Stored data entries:
========
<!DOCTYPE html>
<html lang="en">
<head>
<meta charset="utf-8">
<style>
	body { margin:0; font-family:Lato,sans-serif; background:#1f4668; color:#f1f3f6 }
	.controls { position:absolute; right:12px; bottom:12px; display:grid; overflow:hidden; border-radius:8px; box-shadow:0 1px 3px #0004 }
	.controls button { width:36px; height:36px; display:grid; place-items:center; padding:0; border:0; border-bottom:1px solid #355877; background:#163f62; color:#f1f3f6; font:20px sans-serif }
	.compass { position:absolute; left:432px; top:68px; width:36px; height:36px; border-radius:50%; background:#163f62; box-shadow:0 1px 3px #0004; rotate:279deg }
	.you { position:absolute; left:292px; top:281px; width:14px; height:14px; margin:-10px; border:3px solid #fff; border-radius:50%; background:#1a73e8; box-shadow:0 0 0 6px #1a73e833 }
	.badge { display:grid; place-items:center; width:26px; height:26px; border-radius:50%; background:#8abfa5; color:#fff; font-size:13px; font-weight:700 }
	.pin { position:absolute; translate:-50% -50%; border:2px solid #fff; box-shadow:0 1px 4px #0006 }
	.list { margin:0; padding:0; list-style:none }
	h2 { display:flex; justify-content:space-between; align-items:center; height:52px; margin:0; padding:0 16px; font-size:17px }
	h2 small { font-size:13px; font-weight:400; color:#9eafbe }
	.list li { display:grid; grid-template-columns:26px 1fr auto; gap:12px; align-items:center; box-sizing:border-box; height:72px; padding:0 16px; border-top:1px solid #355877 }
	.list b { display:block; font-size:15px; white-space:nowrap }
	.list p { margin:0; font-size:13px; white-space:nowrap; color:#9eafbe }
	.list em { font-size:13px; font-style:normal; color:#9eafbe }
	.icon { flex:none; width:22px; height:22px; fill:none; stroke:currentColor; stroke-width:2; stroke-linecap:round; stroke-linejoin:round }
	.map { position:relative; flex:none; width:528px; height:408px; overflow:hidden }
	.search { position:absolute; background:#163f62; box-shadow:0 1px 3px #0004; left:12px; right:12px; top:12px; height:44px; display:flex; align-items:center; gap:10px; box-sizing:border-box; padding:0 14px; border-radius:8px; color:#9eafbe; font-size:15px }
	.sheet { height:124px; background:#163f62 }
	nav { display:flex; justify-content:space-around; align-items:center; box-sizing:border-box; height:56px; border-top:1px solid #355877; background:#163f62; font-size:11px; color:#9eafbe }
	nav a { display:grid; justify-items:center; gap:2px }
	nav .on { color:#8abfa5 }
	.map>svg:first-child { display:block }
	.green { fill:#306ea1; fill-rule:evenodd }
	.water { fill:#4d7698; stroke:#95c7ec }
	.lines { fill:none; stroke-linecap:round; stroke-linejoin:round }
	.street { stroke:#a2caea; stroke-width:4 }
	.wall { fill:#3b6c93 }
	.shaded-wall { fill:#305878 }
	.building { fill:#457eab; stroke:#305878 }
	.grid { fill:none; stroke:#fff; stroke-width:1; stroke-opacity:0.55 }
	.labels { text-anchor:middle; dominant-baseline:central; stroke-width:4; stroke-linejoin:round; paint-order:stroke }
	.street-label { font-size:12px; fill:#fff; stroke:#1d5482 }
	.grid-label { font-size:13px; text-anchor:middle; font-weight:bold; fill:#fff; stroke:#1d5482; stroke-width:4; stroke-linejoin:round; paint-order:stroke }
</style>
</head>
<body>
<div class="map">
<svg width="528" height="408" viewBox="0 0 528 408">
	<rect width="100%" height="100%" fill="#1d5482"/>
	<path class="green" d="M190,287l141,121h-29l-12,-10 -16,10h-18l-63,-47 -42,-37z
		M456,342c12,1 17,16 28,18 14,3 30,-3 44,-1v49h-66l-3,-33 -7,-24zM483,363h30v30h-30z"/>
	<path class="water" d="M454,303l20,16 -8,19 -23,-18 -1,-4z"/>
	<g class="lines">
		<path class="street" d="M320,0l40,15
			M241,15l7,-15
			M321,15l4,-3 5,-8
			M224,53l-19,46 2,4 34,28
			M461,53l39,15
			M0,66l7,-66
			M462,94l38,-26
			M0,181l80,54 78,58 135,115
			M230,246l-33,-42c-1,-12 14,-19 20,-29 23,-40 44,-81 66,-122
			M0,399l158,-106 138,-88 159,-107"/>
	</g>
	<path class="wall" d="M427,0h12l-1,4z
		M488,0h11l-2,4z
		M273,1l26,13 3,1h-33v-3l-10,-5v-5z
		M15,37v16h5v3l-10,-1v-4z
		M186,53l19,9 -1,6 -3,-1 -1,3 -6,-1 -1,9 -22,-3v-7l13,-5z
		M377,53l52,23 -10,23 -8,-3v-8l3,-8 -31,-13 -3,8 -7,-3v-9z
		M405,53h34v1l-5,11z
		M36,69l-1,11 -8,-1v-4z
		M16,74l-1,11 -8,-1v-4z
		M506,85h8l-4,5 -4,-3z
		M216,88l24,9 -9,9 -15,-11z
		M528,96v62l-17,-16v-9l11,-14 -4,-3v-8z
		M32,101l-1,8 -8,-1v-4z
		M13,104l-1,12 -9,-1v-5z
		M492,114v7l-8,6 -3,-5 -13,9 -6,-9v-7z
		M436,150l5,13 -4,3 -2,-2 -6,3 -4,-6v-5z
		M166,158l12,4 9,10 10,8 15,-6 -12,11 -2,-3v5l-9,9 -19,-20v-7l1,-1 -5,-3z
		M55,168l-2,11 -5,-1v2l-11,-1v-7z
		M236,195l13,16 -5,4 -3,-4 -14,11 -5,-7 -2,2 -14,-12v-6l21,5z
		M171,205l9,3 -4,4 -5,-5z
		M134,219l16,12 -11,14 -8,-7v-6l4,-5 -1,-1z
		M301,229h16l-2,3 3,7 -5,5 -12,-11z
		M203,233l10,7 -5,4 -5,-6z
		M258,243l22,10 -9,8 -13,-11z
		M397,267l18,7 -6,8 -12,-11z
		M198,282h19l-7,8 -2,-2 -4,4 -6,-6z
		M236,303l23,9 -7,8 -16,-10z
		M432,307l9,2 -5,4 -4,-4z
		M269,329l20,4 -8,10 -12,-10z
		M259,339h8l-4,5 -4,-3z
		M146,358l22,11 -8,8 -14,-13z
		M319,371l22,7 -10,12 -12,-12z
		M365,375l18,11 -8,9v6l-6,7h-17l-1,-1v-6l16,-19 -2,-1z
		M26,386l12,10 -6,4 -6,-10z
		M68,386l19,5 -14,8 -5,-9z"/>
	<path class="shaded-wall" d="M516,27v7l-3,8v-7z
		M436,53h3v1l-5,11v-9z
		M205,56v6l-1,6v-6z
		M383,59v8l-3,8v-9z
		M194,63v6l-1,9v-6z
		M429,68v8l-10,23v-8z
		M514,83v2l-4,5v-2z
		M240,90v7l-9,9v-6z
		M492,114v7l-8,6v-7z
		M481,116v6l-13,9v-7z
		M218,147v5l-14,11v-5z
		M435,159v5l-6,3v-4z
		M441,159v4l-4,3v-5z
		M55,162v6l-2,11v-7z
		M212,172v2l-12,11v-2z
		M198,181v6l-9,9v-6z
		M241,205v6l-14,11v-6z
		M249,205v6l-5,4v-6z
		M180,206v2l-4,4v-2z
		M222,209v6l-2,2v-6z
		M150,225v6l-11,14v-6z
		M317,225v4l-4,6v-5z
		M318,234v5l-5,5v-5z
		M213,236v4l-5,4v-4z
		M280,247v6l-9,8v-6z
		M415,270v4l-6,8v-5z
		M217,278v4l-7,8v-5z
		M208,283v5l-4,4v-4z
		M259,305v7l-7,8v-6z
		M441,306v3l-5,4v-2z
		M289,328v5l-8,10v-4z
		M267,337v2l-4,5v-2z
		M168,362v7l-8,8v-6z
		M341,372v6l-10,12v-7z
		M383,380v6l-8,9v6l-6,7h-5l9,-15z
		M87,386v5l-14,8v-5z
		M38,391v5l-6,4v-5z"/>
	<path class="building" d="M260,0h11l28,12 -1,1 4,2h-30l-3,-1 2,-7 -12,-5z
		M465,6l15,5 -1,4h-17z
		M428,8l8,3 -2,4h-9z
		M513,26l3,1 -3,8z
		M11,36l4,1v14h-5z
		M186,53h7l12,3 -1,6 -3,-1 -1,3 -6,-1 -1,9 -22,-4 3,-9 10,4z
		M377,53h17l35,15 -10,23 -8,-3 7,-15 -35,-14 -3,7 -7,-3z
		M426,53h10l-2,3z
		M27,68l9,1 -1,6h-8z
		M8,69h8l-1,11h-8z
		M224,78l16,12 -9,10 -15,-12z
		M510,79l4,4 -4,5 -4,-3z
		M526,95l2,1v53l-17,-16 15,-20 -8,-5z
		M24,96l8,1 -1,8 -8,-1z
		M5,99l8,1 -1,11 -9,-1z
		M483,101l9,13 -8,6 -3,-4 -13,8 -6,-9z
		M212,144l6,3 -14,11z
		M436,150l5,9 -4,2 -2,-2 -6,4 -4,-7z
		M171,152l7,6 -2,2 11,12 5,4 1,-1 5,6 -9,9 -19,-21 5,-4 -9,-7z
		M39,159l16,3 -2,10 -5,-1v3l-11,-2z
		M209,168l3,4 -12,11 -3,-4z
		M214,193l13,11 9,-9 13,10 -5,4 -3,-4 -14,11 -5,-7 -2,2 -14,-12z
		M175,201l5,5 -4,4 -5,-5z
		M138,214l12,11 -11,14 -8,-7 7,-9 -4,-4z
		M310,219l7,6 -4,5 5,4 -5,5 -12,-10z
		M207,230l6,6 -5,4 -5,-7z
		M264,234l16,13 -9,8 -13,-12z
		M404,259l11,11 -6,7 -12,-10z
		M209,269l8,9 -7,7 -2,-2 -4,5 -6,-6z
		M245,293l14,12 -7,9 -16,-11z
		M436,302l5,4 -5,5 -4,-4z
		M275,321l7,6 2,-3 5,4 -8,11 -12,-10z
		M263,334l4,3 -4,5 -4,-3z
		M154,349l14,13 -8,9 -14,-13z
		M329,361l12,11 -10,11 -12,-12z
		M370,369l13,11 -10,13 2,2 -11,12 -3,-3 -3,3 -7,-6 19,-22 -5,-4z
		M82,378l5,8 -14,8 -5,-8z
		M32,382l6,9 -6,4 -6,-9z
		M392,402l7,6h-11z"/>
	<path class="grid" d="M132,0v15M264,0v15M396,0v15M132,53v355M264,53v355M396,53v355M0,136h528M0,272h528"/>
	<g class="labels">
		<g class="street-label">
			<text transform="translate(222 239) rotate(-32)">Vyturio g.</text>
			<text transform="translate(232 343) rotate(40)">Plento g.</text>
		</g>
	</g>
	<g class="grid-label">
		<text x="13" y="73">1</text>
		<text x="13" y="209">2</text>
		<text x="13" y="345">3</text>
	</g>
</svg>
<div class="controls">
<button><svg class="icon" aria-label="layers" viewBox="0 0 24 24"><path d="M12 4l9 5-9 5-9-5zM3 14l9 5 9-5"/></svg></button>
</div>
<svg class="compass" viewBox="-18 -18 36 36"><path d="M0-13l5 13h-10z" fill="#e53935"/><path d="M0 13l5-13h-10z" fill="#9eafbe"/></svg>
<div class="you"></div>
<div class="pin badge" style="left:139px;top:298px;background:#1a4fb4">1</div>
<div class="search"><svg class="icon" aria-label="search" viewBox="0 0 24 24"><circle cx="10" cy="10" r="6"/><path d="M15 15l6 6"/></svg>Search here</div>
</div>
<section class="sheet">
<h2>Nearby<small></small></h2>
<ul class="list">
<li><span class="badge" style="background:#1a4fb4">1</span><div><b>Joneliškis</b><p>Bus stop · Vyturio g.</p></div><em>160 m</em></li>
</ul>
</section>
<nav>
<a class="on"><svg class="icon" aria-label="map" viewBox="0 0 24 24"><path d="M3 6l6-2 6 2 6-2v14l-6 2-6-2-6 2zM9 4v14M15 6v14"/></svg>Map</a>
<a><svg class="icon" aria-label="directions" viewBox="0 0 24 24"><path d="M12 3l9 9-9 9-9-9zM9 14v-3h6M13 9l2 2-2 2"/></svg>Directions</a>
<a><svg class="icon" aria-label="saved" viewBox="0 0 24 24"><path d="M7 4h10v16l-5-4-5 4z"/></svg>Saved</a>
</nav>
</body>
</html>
========
Task objective
Start at the first line of the data above. Stop after the line containing "width:36px; height:36px; display:grid;", reproducing each line exactly and adding nothing.

Response box
<!DOCTYPE html>
<html lang="en">
<head>
<meta charset="utf-8">
<style>
	body { margin:0; font-family:Lato,sans-serif; background:#1f4668; color:#f1f3f6 }
	.controls { position:absolute; right:12px; bottom:12px; display:grid; overflow:hidden; border-radius:8px; box-shadow:0 1px 3px #0004 }
	.controls button { width:36px; height:36px; display:grid; place-items:center; padding:0; border:0; border-bottom:1px solid #355877; background:#163f62; color:#f1f3f6; font:20px sans-serif }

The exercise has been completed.